Wednesday, May 13, 2009

Kravis Center for the Performing Arts: The Wizard of Oz (4 reviews)

The National Tour of The Wizard of Oz is a an adaptation of the classic movie. This is the same production that played at Miami's Arsht Center this past fall, and it's playing at the Kravis Center in West Palm Beach through this Sunday.

Direct Nigel West recreates the movie with a cast including Noah Aberlin, Cassie Okenka, Jason Simon, and Chris Kind.

Jan Sjostrom reviewed for the Palm Beach Daily News:
It takes chutzpah to adapt a classic movie such as The Wizard of Oz for the stage. In doing so, the production now at the Kravis Center bit off more than it could chew.
....the production cannot overcome the dullness brought on by mediocre performances, near-verbatim parroting of the 1939 movie and uninspired direction.
It's likely that the show's producers are banking on families to fill seats. Casting local dance students as Munchkins and Winkies (the Wicked Witch of the West's minions) probably contributed to that goal.
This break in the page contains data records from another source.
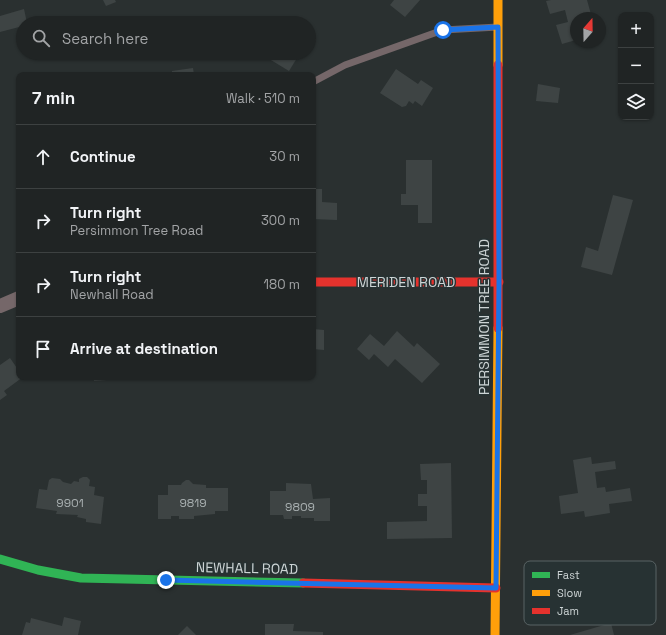 <!DOCTYPE html>
<meta charset="utf-8">
<style>
:root{--surface:#202424;--page:#2d3031;--text:#f1f3f6;--muted:#a2a4a6;--line:#3d4141}
body{margin:0;font-family:"Space Grotesk",sans-serif;background:var(--page);color:var(--text)}
.controls{position:absolute;right:12px;top:12px;display:grid;overflow:hidden;border-radius:8px;box-shadow:0 1px 3px #0004}
.controls button{width:36px;height:36px;display:grid;place-items:center;padding:0;border:0;border-bottom:1px solid var(--line);background:var(--surface);color:var(--text);font:20px sans-serif}
.compass{position:absolute;left:570px;top:12px;width:36px;height:36px;border-radius:50%;background:var(--surface);box-shadow:0 1px 3px #0004;rotate:20deg}
.stop{position:absolute;width:12px;height:12px;margin:-9px;border:3px solid #1a73e8;border-radius:50%;background:#fff}
.stop.end{background:#1a73e8;border-color:#fff;box-shadow:0 1px 4px #0008}
.list{margin:0;padding:0;list-style:none}
h2{display:flex;justify-content:space-between;align-items:center;height:52px;margin:0;padding:0 16px;font-size:17px}
h2 small{font-size:13px;font-weight:400;color:var(--muted)}
.list li{display:grid;grid-template-columns:26px 1fr auto;gap:12px;align-items:center;box-sizing:border-box;height:64px;padding:0 16px;border-top:1px solid var(--line)}
.list b{display:block;font-size:15px;white-space:nowrap}
.list p{margin:0;font-size:13px;white-space:nowrap;color:var(--muted)}
.list em{font-size:13px;font-style:normal;color:var(--muted)}
.icon{flex:none;width:22px;height:22px;fill:none;stroke:currentColor;stroke-width:2;stroke-linecap:round;stroke-linejoin:round}
.map{position:relative;flex:none;width:666px;height:635px;overflow:hidden}
.search{position:absolute;background:var(--surface);box-shadow:0 1px 3px #0004;left:16px;top:16px;width:300px;height:44px;display:flex;align-items:center;gap:10px;box-sizing:border-box;padding:0 14px;border-radius:22px;color:var(--muted);font-size:15px}
.panel{position:absolute;background:var(--surface);box-shadow:0 1px 3px #0004;left:16px;top:72px;width:300px;height:308px;border-radius:8px}
.map>svg:first-child{display:block}
</style>
<div class="map">
<svg width="666" height="635" viewBox="0 0 666 635">
<rect width="100%" height="100%" fill="#2a3030"/>
<g fill="#3e4444">
<path d="M103 0H115L116 2 106 6Z"/>
<path d="M394 0H420L405 17 390 5Z"/>
<path d="M551 0H587L592 18H576V40L562 44 556 25 568 22 565 10 550 14 546 1Z"/>
<path d="M24 9 27 23H23V26L0 32V16Z"/>
<path d="M309 34 316 39 309 51Z"/>
<path d="M268 53H300L289 71 266 57Z"/>
<path d="M193 68 194 75H172V71Z"/>
<path d="M396 69 418 84 421 80 433 88 422 106 415 101 413 104 409 101 406 106 402 107 380 93Z"/>
<path d="M538 84 560 88 558 103 536 101Z"/>
<path d="M406 160H432V223H418V205H401V194H406Z"/>
<path d="M313 189H322V202L337 203V220L313 219Z"/>
<path d="M613 195 633 200 612 275 581 267 586 247 598 251Z"/>
<path d="M313 329 324 330V350L313 349Z"/>
<path d="M397 331 414 347 417 343 440 364 422 383 395 359 388 367 374 354 369 360 357 349 370 334 384 346Z"/>
<path d="M10 358 19 371V377H23L4 391 7 395 0 400V365Z"/>
<path d="M94 377H107V380L94 381Z"/>
<path d="M591 457 592 464 615 461 616 469 595 472 597 488 605 487 606 492 630 488 632 501 609 504 610 513 585 517 584 511 561 514 559 496 578 493 573 460Z"/>
<path d="M451 463 452 538 387 539V522L427 521V506H418V494H427V480H421L420 464Z"/>
<path d="M83 477H87L90 480 89 486 95 487 94 495 104 497 101 524 86 522V519L77 517 78 515 56 514 57 511 36 508 39 489 47 490 49 480 52 478 60 479 63 482 71 484 74 481 79 482V479Z"/>
<path d="M186 480H189L193 484 206 485V488H228V511H215V514L194 516V519H179V516H171V519H158V495H168V485H181L182 483Z"/>
<path d="M286 483 311 484 313 499 330 498V521H314V518H301V516H292V519H284L283 515H270V491H286Z"/>
<path d="M64 617 81 621 78 635H22L26 622 30 623 31 618 62 626Z"/>
<path d="M611 623 614 635H570Z"/>
<path d="M265 624H294L293 631 323 632V635H265Z"/>
<path d="M187 626 196 635H178Z"/>
</g>
<g fill="none" stroke-linecap="round" stroke-linejoin="round">
<path stroke="#756769" stroke-width="7" d="M313 82 345 65 443 30 498 27"/>
<path stroke="#756769" stroke-width="14" d="M0 306 19 298"/>
<path stroke="#30b455" stroke-width="9" d="M0 559 38 570 81 578 303 583"/>
<g stroke="#ff9f0a" stroke-width="9">
<path d="M498 0V65"/>
<path d="M495 635 498 328"/>
</g>
<g stroke="#e5322d" stroke-width="9">
<path d="M498 65V328"/>
<path d="M313 282H499"/>
<path d="M303 583 496 588"/>
</g>
</g>
<g fill="none" stroke-linecap="round" stroke-linejoin="round">
<path stroke="#1a73e8" stroke-width="5" d="M166 580 496 588 499 282 498 27 443 30"/>
</g>
<g text-anchor="middle" stroke-width="3" stroke-linejoin="round" paint-order="stroke">
<g font-size="12" fill="#a9b0b1">
<text x="70" y="507">9901</text>
<text x="193" y="507">9819</text>
<text x="300" y="511">9809</text>
</g>
<g font-size="14" fill="#cdd4d5" stroke="#273233">
<text x="406" y="287">MERIDEN ROAD</text>
<text transform="translate(484 317) rotate(-90)" y="5">PERSIMMON TREE ROAD</text>
<text transform="translate(247 568) rotate(1)" y="5">NEWHALL ROAD</text>
</g>
</g>
<rect x="524" y="561" width="132" height="64" rx="6" fill="#273233" stroke="#596364" stroke-width="1"/>
<rect x="532" y="572" width="18" height="6" fill="#30b455"/>
<rect x="532" y="590" width="18" height="6" fill="#ff9f0a"/>
<rect x="532" y="608" width="18" height="6" fill="#e5322d"/>
<g font-size="11" fill="#cdd4d5">
<text x="557" y="579">Fast</text>
<text x="557" y="597">Slow</text>
<text x="557" y="615">Jam</text>
</g>
</svg>
<div class="controls">
<button>+</button>
<button>−</button>
<button><svg class="icon" aria-label="layers" viewBox="0 0 24 24"><path d="M12 4l9 5-9 5-9-5zM3 14l9 5 9-5"/></svg></button>
</div>
<svg class="compass" viewBox="-18 -18 36 36"><path d="M0-13l5 13h-10z" fill="#e53935"/><path d="M0 13l5-13h-10z" fill="#a2a4a6"/></svg>
<div class="stop" style="left:443px;top:30px"></div>
<div class="stop end" style="left:166px;top:580px"></div>
<div class="search"><svg class="icon" aria-label="search" viewBox="0 0 24 24"><circle cx="10" cy="10" r="6"/><path d="M15 15l6 6"/></svg>Search here</div>
<section class="panel">
<h2>7 min<small>Walk · 510 m</small></h2>
<ul class="list">
<li><svg class="icon" aria-label="ahead" viewBox="0 0 24 24"><path d="M12 20V5M6 11l6-6 6 6"/></svg><div><b>Continue</b></div><em>30 m</em></li>
<li><svg class="icon" aria-label="right" viewBox="0 0 24 24"><path d="M7 20v-9h11M14 6l5 5-5 5"/></svg><div><b>Turn right</b><p>Persimmon Tree Road</p></div><em>300 m</em></li>
<li><svg class="icon" aria-label="right" viewBox="0 0 24 24"><path d="M7 20v-9h11M14 6l5 5-5 5"/></svg><div><b>Turn right</b><p>Newhall Road</p></div><em>180 m</em></li>
<li><svg class="icon" aria-label="arrive" viewBox="0 0 24 24"><path d="M6 21V4h12l-3 4 3 4H6"/></svg><div><b>Arrive at destination</b></div></li>
</ul>
</section>
</div>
Students from the Academy of Ballet Florida played those roles at the Kravis. Thanks to their unabashed enthusiasm, the audience's attentiveness picked up measurably when they were on stage.
Kevin D. Thompson reviewed for the Palm Beach Post:
After all these years, Oz remains the perfect family entertainment, a show that will entertain the little ones while bringing out the little kid in the rest of us. Judging by the reaction at Tuesday’s opening night performance, the more mature members of the audience were having as much fun as the children.
The cast does a terrific job, led by Cassie Okenka as Dorothy. Her voice is strong and true and she sings Over the Rainbow with the type of quiet conviction that’ll almost make you forget Judy What’s Her Name? Okenka also brings a fresh-faced charm to the iconic role. Meanwhile, Jason Simon is hilarious as the Cowardly Lion and the wobbly-legged Noah Aberlin makes a mighty limber Scarecrow. Toto the dog, however, basically steals the show as he scampers on and off stage right on cue.
Wisely, the stage show remains faithful to the movie, except for one delightfully high-stepping and colorful jitterbug scene that’s a welcomed treat in act two and wonderfully choreographed by Leigh Constantine.
Hap Erstein reviewed for Palm Beach ArtsPaper:
Director Nigel West and adaptor John Kane hit most of the iconic moments in the film and suggest equivalents for most of the memorable visuals. (OK, the Horse of a Different Color had to go, but that is the rare exception.) And when they cannot come up with a way to reproduce an effect live, they resort back to film, as they do for the tornado and the resulting flying house.

The bigger problem is that West has encouraged his actors to mimic the performances in the movie version of L. Frank Baum’s timeless tale. Cassie Okenka has a lovely singing voice and her Over the Rainbow is a stirring beginning to the Harold Arlen-E.Y. Harburg score, but her line recitations are disconcertingly similar to those of Judy Garland.
At least choreographer Leigh Constantine seems to have been given free rein to inject some ingenuity into the show’s dances, as he does with the sleep-inducing poppies, the nattily dressed crows and the elegant, animated trees.
Late in the second act, the show makes it most pronounced divergence from the Wizard of Oz movie with a jazzy production number, Jitterbug, which was filmed 70 years ago, but ended up on the cutting-room floor. ... this artifact of the period dance craze is very welcome...
This traveling stage production has a tradition of enlisting a local dance studio’s moppets into the company to fill in as Munchkins and as the Wicked Witch’s palace guard, the Winkies. Here the assignment goes to The Academy of Ballet Florida, with the school’s principal Donna Morgan handling the staging of her brood. They do fine, even if they do stick out as obvious tots, but then the whole company seems a tad young for their roles.
But if your youngsters remark on the way home that they prefer the movie over the overlong stage show, they may have a future in the reviewing game.
Rod Stafford Hagwood saw the show at the Arsht Center last year, and his, um, 'review,' has been reprinted in the Sun-Sentinel:
There's no downloading Dorothy.
To be sure, there is an effort to bring the 1939 film version of the L. Frank Baum classic book (published in 1900) into the cyber-riffic age of video games and CGI.
But beyond all the pyrotechnics, this story is centered on Dorothy.
But you just can't totally shake the old-schoolness.
Sometimes things are so old, they become new and fresh again ... particularly to a new, digitized generation.
You know what? Trying to find meaningful quotes in this is making me nauseous. Just go read it.

Anyway, The Wizard of Oz at the Kravis Center blows out of town Sunday.